DATA EXTRACT

* * * * *

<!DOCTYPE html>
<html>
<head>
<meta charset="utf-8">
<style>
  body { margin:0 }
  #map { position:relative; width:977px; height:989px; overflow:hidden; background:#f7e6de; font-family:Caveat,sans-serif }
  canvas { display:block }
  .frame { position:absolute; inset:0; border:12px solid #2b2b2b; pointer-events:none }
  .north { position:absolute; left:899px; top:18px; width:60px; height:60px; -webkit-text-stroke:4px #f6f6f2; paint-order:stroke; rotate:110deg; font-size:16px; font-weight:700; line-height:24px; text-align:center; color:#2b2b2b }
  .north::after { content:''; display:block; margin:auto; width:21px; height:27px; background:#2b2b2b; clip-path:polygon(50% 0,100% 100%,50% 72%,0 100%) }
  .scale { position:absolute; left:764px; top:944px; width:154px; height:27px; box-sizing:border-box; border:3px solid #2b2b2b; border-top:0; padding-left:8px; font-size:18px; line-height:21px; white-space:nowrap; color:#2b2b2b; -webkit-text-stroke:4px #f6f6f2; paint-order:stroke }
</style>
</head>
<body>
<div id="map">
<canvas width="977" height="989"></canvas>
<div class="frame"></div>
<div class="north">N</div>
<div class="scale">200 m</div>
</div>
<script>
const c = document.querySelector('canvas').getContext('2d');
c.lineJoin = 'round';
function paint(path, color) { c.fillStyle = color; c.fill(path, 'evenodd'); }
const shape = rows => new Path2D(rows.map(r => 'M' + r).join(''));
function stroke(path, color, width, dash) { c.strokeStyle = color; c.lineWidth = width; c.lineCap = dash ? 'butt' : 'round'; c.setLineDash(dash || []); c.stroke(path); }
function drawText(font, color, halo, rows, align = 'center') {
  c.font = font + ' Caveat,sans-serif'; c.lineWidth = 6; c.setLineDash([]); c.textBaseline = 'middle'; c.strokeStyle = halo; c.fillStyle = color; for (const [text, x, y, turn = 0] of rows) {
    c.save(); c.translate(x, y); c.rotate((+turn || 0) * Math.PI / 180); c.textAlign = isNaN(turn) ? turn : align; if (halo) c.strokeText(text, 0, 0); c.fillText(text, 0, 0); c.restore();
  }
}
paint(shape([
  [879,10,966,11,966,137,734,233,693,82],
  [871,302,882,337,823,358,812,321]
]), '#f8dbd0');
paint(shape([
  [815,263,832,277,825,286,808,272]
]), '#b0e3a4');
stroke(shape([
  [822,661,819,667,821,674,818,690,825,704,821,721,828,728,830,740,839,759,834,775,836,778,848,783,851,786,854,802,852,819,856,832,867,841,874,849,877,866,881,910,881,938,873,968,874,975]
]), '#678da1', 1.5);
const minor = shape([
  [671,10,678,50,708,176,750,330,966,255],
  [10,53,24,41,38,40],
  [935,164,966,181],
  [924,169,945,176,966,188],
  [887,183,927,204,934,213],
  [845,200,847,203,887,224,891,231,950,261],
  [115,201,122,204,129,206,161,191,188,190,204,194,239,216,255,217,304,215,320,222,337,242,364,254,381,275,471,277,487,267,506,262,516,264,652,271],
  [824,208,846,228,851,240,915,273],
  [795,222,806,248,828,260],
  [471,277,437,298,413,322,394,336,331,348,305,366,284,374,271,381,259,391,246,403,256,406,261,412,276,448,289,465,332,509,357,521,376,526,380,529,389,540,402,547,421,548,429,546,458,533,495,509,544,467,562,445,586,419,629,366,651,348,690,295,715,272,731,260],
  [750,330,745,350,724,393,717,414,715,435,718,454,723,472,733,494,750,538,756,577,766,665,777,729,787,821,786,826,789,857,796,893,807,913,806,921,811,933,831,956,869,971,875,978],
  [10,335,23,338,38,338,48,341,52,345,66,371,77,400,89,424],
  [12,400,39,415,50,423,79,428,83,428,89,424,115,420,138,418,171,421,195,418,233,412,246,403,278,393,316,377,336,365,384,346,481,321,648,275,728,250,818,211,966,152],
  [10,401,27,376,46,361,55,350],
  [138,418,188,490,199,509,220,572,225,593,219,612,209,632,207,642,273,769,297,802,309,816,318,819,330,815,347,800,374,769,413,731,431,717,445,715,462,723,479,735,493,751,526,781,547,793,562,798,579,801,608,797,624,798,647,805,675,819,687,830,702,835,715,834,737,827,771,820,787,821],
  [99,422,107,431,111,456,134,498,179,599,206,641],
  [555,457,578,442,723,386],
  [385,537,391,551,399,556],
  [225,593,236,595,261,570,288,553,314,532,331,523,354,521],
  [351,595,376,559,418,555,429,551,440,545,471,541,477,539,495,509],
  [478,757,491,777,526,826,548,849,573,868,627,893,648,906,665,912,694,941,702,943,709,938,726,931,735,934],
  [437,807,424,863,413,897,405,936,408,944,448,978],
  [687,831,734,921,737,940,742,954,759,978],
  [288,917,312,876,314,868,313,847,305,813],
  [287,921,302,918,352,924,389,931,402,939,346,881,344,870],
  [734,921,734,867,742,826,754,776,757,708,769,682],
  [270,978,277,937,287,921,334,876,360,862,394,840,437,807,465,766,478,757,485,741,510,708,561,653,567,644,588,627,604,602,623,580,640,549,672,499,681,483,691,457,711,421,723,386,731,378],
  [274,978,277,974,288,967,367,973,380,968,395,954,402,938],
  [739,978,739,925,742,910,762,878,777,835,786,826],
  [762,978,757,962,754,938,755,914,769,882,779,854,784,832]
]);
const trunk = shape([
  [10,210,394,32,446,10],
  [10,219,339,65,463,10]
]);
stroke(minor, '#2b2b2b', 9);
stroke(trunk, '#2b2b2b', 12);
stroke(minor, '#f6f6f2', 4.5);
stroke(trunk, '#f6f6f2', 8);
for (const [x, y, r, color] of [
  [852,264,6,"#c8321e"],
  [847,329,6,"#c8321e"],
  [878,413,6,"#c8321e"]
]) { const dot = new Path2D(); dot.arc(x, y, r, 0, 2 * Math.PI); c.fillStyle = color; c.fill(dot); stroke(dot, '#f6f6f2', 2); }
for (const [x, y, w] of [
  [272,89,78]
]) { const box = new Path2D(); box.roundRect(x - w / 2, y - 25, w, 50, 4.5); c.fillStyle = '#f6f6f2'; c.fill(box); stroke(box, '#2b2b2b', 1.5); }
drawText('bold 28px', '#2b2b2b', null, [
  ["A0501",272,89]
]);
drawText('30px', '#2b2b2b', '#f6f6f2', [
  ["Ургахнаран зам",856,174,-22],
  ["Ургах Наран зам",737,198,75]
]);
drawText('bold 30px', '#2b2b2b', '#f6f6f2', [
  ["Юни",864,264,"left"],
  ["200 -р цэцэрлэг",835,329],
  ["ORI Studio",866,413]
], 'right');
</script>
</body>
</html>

* * * * *

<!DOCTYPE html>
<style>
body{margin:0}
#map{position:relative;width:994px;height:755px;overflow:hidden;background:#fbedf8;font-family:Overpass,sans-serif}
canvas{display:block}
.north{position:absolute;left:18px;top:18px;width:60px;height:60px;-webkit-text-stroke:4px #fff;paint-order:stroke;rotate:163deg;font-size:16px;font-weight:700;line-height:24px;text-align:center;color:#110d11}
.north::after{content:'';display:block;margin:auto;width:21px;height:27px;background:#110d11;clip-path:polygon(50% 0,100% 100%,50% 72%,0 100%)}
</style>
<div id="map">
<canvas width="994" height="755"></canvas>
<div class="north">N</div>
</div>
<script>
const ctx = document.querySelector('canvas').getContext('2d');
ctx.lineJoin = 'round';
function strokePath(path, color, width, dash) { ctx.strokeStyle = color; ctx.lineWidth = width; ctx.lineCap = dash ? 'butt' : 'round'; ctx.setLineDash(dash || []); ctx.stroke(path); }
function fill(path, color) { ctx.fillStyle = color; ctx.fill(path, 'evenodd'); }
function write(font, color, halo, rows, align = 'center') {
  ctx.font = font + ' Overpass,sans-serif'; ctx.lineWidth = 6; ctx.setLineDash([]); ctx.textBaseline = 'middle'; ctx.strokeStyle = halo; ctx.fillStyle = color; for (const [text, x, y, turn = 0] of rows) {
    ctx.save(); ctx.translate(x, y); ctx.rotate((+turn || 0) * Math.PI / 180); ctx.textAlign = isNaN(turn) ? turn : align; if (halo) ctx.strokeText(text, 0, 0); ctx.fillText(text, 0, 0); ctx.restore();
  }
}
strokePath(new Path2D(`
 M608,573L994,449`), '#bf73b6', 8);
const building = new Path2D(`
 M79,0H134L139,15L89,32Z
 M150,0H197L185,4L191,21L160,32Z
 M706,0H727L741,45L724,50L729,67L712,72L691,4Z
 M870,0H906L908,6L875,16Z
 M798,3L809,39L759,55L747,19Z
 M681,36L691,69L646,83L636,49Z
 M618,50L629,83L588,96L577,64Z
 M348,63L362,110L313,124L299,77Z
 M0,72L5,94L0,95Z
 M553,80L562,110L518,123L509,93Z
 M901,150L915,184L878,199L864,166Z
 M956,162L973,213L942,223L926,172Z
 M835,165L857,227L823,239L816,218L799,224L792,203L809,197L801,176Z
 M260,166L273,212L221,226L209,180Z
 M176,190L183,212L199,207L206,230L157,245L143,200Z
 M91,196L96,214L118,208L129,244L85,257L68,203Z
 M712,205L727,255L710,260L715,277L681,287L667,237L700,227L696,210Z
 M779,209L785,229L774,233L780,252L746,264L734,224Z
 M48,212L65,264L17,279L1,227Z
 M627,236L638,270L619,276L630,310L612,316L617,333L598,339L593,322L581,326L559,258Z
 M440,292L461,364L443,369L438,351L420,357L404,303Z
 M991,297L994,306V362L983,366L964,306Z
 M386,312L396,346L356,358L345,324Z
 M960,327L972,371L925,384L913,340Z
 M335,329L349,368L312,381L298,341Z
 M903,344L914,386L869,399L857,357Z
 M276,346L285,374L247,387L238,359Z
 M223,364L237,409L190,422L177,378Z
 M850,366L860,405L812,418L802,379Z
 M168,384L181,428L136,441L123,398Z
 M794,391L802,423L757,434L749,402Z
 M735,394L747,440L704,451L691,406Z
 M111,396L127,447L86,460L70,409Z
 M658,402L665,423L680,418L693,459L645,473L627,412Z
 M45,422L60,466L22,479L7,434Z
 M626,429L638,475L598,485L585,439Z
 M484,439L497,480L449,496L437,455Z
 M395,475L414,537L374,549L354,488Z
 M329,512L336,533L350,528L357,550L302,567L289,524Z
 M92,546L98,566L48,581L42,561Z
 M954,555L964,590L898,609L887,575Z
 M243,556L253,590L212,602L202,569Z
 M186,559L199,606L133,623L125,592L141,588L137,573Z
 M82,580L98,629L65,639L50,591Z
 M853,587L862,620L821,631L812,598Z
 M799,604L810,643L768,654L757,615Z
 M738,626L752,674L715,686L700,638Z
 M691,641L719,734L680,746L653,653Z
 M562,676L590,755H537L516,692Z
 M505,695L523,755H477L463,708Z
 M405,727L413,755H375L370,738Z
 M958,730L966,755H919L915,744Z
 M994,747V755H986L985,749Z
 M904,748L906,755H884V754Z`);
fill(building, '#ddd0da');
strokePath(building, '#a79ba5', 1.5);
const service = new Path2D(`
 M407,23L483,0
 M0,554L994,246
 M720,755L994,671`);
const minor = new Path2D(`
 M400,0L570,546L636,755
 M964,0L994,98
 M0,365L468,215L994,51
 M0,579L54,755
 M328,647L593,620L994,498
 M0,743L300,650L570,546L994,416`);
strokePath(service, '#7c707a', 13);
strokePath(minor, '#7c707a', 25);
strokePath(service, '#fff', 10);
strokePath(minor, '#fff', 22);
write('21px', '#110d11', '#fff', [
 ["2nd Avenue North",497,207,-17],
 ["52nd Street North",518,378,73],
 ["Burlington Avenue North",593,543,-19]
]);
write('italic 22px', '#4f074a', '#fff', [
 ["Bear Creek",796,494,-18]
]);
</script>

* * * * *

DIRECTIONS FOR THIS TASK
Show every line of the listing in which the string "document" can be found.

SOLUTION
const c = document.querySelector('canvas').getContext('2d');
const ctx = document.querySelector('canvas').getContext('2d');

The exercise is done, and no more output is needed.